● **Problem requirements**
Every line below that holds "Edificio" must be copied.

● **Data to process**
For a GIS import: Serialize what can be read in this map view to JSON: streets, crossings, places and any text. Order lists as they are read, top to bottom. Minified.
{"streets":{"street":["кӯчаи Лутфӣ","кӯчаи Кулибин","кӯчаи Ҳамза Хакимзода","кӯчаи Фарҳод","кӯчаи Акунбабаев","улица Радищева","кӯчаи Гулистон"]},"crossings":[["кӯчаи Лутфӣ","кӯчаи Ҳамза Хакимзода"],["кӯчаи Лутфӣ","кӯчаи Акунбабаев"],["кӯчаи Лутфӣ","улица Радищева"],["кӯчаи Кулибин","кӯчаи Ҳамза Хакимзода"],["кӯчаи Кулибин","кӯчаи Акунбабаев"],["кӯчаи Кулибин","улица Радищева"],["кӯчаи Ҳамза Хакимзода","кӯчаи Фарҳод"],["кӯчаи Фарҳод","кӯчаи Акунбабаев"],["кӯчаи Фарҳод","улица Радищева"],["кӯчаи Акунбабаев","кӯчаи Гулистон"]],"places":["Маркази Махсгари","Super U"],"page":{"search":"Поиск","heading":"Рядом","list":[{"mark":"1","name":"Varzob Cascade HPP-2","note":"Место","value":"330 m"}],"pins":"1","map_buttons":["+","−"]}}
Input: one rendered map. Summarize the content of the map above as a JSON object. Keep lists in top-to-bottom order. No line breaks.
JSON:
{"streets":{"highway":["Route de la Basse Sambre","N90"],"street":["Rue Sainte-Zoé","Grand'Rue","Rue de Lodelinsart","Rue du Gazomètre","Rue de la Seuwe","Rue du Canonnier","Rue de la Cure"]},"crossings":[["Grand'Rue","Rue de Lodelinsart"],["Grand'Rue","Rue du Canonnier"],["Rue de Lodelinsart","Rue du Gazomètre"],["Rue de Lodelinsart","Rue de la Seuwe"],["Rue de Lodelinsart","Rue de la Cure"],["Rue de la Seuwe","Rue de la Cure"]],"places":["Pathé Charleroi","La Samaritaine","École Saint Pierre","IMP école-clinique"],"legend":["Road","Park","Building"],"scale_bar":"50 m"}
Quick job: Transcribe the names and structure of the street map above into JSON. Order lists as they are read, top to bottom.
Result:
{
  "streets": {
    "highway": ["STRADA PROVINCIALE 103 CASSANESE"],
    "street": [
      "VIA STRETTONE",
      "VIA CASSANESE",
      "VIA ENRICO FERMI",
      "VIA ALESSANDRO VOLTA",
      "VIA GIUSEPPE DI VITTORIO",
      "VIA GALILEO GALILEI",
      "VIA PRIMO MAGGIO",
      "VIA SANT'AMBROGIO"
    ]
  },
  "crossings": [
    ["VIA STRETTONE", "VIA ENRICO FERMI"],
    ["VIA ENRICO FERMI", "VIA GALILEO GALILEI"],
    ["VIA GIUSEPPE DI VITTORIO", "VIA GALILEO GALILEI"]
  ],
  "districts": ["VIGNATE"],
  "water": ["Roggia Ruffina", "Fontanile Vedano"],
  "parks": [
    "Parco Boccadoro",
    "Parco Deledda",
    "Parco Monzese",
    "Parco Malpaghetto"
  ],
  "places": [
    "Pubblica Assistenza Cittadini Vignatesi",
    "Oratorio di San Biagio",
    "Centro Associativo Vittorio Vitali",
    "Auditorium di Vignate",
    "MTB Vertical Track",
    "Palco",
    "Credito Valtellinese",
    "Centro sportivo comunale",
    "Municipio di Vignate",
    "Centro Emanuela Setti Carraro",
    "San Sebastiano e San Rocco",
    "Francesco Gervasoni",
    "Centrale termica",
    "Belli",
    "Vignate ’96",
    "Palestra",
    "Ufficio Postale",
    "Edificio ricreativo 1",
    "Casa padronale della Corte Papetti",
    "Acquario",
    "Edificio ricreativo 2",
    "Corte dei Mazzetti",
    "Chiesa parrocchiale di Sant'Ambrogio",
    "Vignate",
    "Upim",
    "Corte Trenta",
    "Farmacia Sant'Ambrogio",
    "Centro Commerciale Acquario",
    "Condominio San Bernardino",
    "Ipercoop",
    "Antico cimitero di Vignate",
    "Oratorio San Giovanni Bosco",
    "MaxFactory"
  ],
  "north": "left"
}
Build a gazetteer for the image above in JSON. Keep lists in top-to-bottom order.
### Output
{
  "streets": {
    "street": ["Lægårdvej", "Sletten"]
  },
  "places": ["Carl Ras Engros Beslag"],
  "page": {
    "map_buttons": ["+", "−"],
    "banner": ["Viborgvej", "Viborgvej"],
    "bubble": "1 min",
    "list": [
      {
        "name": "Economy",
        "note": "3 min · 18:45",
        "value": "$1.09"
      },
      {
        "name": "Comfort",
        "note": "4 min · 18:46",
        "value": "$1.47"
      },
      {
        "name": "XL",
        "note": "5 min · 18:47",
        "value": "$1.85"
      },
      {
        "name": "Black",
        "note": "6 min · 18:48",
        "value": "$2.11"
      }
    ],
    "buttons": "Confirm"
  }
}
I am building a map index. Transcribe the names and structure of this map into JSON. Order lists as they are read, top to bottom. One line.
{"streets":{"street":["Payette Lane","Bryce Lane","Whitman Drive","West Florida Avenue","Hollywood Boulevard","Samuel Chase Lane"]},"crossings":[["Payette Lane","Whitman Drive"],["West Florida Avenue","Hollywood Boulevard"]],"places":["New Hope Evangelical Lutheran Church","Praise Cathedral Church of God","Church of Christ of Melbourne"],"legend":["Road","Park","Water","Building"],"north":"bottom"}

● **Result for this exercise**
    "Edificio ricreativo 1",
    "Edificio ricreativo 2",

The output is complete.